The Democratic presidential candidate Joe Biden Jr. on Friday described precisely how a Biden administration would fight the coronavirus outbreak, a day after the U.S. recorded roughly a record daily high in new infections.
Biden claimed if he were elected, he would begin implementing his plan even before he is inaugurated.
“I will approach every governor in each state, blue and red, as well as mayors and local administrators, during the transition, to figure out what aid they need and how much of it they need,” Biden specified in a speech at the Wilmington’s Queen Theater.
“I’ll ask the new Congress to place a bill on my desk by the finish of January with all the resources required, so that both our economic response and our public health response can be realized through to the end.”
Here are key steps of Biden’s plan to fight Covid-19
1) Wearing masks
Biden elaborate he would reach to every governor and ask them to enforce a mask mandate. As they did in various states, Biden said he would move to local officers if governors declined. He also said that he would mandate masks in federal buildings and on interstate transportation as well.
2) Advanced-level Covid testing
The former Vice president announced he would command a national testing plan to carry out as many coronavirus tests each day as the U.S. is currently executing each week.
According to him, it would amount to approximately 7 million tests a day.

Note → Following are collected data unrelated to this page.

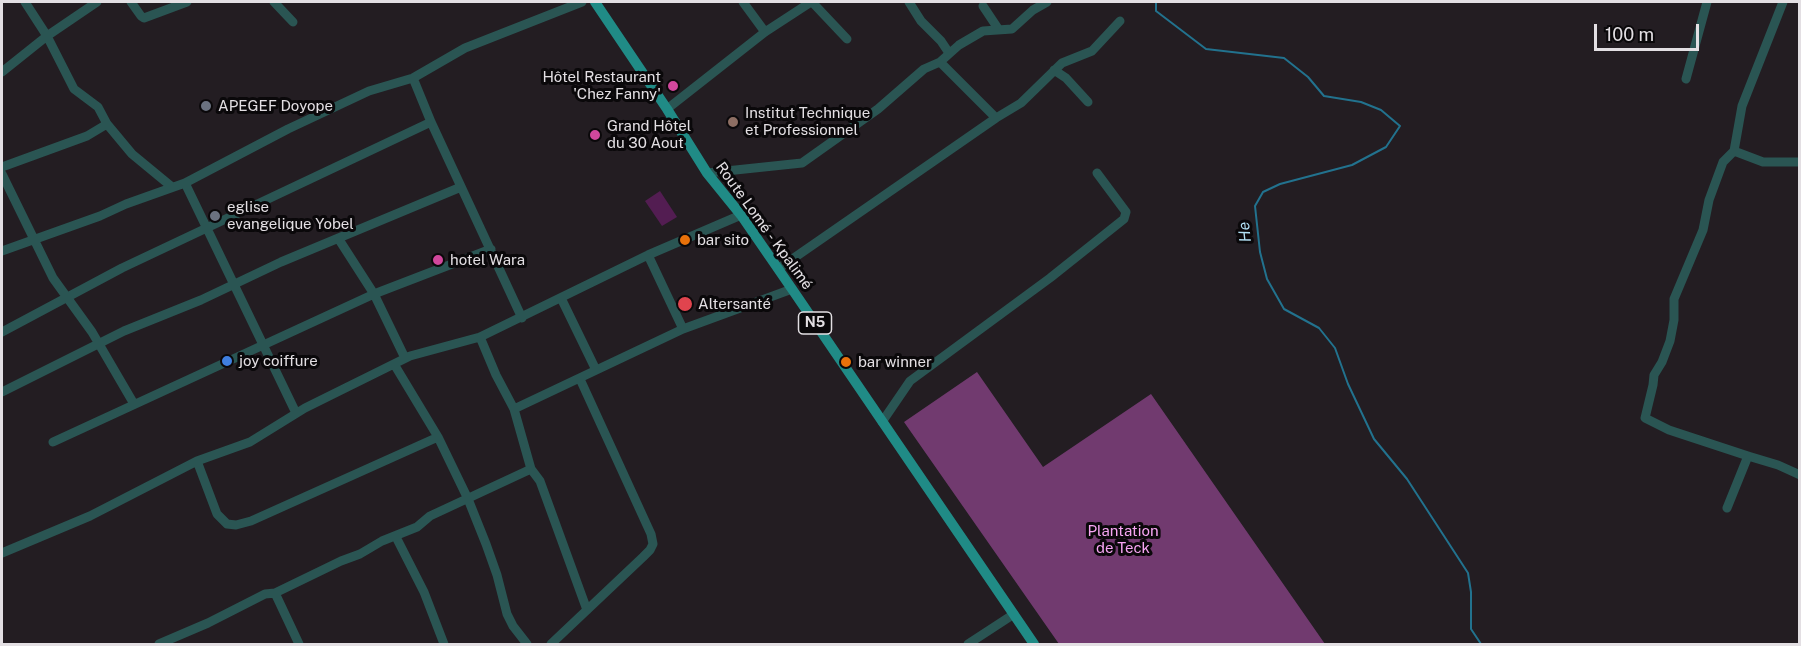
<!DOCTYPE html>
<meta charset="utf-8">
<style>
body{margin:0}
#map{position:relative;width:1801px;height:646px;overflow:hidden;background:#231d22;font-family:"Public Sans",sans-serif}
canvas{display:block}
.frame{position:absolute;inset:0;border:3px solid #e3dfe3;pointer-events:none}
.scale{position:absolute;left:1594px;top:24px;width:105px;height:27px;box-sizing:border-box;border:3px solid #e3dfe3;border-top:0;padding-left:8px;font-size:18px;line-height:21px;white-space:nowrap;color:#e3dfe3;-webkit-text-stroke:4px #0a080a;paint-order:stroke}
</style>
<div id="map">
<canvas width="1801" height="646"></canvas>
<div class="frame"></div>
<div class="scale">100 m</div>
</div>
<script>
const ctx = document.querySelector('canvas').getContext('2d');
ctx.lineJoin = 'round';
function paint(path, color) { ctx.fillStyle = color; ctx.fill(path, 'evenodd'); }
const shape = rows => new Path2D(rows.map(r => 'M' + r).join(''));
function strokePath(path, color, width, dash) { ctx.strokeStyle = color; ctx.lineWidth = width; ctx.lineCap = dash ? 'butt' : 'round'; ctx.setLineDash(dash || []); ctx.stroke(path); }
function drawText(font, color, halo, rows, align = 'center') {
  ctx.font = font + ' "Public Sans",sans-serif'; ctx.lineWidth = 6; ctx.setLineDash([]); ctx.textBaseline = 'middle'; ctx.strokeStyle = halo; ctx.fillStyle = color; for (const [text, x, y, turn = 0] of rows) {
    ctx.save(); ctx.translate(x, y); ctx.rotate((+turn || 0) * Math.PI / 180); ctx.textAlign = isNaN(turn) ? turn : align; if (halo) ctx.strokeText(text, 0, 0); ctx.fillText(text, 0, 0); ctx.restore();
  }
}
paint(shape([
 [660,191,677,217,662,226,645,201]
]), '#531d52');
paint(shape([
 [977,372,1043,467,1151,394,1325,644,1059,644,904,422]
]), '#713a6f');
strokePath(shape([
 [1156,2,1156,11,1206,49,1284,58,1308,77,1324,96,1361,102,1381,110,1400,126,1386,147,1352,165,1280,184,1263,192,1255,206,1260,252,1267,279,1284,309,1319,328,1335,348,1348,384,1374,439,1407,479,1468,573,1471,592,1471,629,1481,644]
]), '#22728e', 2);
strokePath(shape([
 [25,2,47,36,74,89,98,107,107,124,132,154,172,187],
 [131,2,141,16,144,18,187,2],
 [274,2,293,22],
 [743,2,765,32],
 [812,2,847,39],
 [909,2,921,21,941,41,949,53],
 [983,6,999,30],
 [940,62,996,118,1021,103,1062,63,1092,51,1120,21],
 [1054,70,1066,78,1088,102],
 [2,72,47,36,97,2],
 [413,78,431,122,522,318],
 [1686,79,1707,2],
 [667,109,765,32,811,2],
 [1734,151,1763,162,1800,162],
 [2,167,87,136,107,124],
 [707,173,802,163,878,109,924,69,940,62,959,45,983,31,1012,29,1033,10,1047,2],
 [2,174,53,278,92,332,134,404],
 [185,183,296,413],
 [338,238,374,294,405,358],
 [2,251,100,216,126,204,185,183,288,129,369,91,413,78,465,48,582,2],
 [648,255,683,329],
 [778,269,996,118],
 [561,298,596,370],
 [2,332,122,268,431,122],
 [480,337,496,375,514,409,531,469,540,481,587,610],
 [2,392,124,331,201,300,281,262,461,187],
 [514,409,683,329,792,289],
 [882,422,910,381,1050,278,1124,219,1126,212,1097,173],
 [438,437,468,499,486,544,497,575,507,614,513,626,527,644],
 [53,442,374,294,491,249],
 [1748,456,1778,465,1800,475],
 [197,461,217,514,227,524,236,525,251,521,438,437,394,364],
 [1727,508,1748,456,1669,430,1645,418,1653,385,1654,375,1662,362,1670,341,1674,320,1674,299,1703,230,1709,200,1723,162,1734,151,1742,106,1783,2],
 [396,537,424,592,444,644],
 [2,553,90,516,197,461,250,442,305,408,410,356,480,337,648,255,741,215],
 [275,593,299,644],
 [159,644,208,623,265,594,275,593,341,561,360,554,382,541,417,527,430,516,531,469],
 [551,644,643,557,650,550,653,544,651,534,580,379],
 [968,644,1014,614]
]), '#2a5553', 9);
strokePath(shape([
 [595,2,667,109,707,173,741,215,792,289,1034,644]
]), '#208b86', 10);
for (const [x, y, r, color] of [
 [673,86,6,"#d1479c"],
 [206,106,6,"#6b7280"],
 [733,122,6,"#8d6e63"],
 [595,135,6,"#d1479c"],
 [215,216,6,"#6b7280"],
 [685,240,6,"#e8710a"],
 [438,260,6,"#d1479c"],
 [685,304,8,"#e0444e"],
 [227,361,6,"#3f7fe0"],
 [846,362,6,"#e8710a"]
]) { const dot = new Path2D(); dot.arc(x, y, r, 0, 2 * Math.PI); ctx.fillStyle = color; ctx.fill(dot); strokePath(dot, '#0a080a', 2); }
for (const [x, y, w] of [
 [815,323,33]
]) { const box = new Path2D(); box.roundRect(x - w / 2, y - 11, w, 22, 4.5); ctx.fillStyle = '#0a080a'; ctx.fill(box); strokePath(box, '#e3dfe3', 1.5); }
drawText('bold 14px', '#e3dfe3', null, [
 ["N5",815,323]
]);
drawText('15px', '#e3dfe3', '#0a080a', [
 ["Hôtel Restaurant",661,77,"right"],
 ["'Chez Fanny'",661,94,"right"],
 ["APEGEF Doyope",218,106],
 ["Institut Technique",745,113],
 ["et Professionnel",745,130],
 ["Grand Hôtel",607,126],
 ["du 30 Aout",607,143],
 ["eglise",227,207],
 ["evangelique Yobel",227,224],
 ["bar sito",697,240],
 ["hotel Wara",450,260],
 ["Altersanté",698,304],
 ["joy coiffure",239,361],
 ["bar winner",858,362]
], 'left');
drawText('15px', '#e3dfe3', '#0a080a', [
 ["Route Lomé - Kpalimé",764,226,54]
]);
drawText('15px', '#f7a5f3', '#0a080a', [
 ["Plantation",1123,531],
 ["de Teck",1123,548]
]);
drawText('italic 16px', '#b2e0f4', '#0a080a', [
 ["He",1245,232,-96]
]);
</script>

He would also expand labs’ capacity, employ a national corps of contact tracers, and ensure that tests are accessible and free-of-charge regardless of immigration status.
3) Personal protective equipment
Biden aims to practice “the full advantage of the Defense Production Act” to lead the domestic production of gloves, masks, gowns, and other equipment, including health-care workers’ ample N95 masks.
He also spoke about his intent to hire “a fully authorized supply commander in charge of filling in the gaps.”
4) Unvarying, scientific reopening guidelines
According to Biden, his administration will “generate reliable, consistent, detailed, trusted nationwide guidance and technical assistance to make resources help reopen the country safely.” He also signaled his government would offer technical advice and consultations, so the American public has a place to turn with their queries.”
5) Vaccine and treatments
Biden’s plan to fight coronavirus includes putting emphasis on balanced and extensive delivery of therapeutics in the near term and, finally, a free Covid vaccine. However, Biden also acknowledged that even if a vaccine is proved to be effective, “It will still be a wait of several months before any vaccine is generally available.”
Biden’s announcement showcased the convincing divide between his and President Donald Trump’s approach to combating the coronavirus, which relies significantly on shifting authority and accountability for pandemic response onto states, and the former vice president’s more centralized plan.
One of Trump’s spokespersons didn’t immediately respond to a media request for comment on Biden’s address.
With only 11 days left before Election Day, the plan’s publicizing both crystallized Biden’s final argument and summarized his central campaign promise: Namely, a return to accountability, steady and reliable leadership.
“Think of a day in the not too far future, when you can celebrate diner with your family and friends, and perhaps even go out to a movie,” the former vice president said, painting a picture of American’s everyday life that used to sound routine, but now seems out of reach for many.
President Trump, meanwhile, has continued to downplay the seriousness of the global outbreak, which has thus far cost the lives of over 220,000 Americans, the gravest outcome among any of the developed nations.
In his final presidential debate with Biden on Thursday, Trump insisted that the U.S. is “rounding the corner,” and the China virus is “going away,” despite the reality that cases are growing in most states. “I say we’re learning to live with it,” Trump said.
“People are learning to die with it,” Biden shot back to Trump in the final presidential debate on Oct. 22, 2020.